The Bank of England (BoE) fears that the buy-to-let mortgage market, alongside the economic crash in China, could have a detrimental effect on the UK’s banking system.
Policymakers are examining the buy-to-let sector, seeking any measures by lenders that could make it easier for prospective landlords to obtain loans.
The Bank is also concerned that a substantial drop in house prices could cause landlords to sell their properties, worsening the decrease.
The BoE reports that the “downside risks” of stability have grown since July, specifying the market insecurity caused by China’s stock market crash in August. On so-called Chinese Black Monday, the FTSE 100 index of leading stocks lost over £60 billion.
The Bank is commissioning a study of this contagion and the impact of computer trading strategies.
In its quarterly report on potential risks to the financial market, the BoE says it is not taking any immediate action to slow down the buy-to-let sector, where the majority of mortgages are interest-only. However, it is considering whether the buy-to-let boom could aggravate rises and falls in house prices.
The Bank has published figures revealing that buy-to-let mortgage lending rose by over 40% since the 2008 financial crisis, while owner-occupier lending increased by just 2% over the same period.

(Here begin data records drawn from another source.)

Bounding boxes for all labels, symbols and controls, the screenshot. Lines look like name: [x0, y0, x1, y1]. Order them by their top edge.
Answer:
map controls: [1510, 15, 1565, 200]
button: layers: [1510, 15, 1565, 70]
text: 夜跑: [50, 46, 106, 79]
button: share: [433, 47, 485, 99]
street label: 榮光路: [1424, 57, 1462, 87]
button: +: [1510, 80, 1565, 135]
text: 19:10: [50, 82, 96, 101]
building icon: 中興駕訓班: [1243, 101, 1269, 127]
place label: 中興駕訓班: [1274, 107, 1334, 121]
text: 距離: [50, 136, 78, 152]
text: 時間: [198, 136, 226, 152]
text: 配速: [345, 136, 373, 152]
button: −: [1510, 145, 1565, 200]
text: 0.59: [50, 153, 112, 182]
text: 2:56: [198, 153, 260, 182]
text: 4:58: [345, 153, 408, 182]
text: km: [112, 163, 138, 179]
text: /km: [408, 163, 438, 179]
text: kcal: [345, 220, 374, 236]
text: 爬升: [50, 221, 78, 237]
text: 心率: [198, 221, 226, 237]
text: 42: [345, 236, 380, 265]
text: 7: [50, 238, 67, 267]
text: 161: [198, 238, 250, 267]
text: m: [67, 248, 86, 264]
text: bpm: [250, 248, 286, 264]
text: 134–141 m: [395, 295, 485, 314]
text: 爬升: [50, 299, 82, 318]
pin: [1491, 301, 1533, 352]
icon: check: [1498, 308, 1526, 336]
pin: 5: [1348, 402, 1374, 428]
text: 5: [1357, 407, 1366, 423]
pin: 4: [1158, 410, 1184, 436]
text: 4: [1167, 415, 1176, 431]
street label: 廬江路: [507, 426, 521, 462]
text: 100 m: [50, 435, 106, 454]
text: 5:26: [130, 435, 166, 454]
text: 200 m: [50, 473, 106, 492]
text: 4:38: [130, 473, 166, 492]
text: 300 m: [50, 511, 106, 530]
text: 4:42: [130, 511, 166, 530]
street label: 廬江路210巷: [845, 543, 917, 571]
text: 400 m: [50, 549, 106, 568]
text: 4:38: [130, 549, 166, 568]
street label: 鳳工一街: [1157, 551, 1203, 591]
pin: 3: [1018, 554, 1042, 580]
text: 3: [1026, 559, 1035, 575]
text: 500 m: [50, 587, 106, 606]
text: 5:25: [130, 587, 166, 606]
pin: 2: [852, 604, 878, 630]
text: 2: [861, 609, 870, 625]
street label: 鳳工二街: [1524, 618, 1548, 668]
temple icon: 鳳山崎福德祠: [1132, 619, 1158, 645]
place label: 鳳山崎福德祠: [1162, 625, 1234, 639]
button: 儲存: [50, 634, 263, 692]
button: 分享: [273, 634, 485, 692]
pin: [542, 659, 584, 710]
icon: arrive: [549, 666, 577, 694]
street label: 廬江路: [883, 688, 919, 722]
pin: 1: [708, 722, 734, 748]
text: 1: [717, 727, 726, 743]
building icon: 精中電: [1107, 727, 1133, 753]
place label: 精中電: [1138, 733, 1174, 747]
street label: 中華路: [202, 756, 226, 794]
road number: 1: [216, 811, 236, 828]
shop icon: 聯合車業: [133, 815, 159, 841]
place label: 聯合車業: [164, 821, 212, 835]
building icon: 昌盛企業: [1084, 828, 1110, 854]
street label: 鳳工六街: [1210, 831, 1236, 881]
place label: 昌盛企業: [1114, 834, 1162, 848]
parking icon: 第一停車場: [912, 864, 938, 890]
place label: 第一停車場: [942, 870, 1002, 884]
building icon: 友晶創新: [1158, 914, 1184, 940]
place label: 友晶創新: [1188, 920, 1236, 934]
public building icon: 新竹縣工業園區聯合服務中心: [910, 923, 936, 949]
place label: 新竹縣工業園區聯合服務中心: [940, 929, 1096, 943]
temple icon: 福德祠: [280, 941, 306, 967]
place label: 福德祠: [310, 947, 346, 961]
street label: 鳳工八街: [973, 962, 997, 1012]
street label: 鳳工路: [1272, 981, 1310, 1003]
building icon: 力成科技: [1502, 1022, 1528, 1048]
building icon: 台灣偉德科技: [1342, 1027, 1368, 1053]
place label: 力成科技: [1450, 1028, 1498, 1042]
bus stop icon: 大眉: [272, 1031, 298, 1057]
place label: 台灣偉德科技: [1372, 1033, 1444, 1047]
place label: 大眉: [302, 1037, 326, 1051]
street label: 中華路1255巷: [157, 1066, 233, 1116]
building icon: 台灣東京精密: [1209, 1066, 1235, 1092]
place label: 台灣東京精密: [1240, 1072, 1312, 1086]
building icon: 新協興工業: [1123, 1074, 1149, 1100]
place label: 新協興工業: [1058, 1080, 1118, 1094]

The Financial Policy Committee (FPC), which was created by the coalition government to spot potential threats to financial stability, reports: “Buy-to-let mortgage lending has the potential to amplify the housing and credit cycles, though the extent of the amplification is hard to judge because the market has only recently grown to significant levels.
“Any increase in buy-to-let activity in a upswing could add further pressure to house prices. Buy-to-let investors may further exacerbate a downturn if they expect rental incomes to fall below their interest payments, and consequently add to selling pressure.”
The FPC says there is evidence that 40% of buy-to-let landlords would sell their properties if their rental income fell below their interest payments.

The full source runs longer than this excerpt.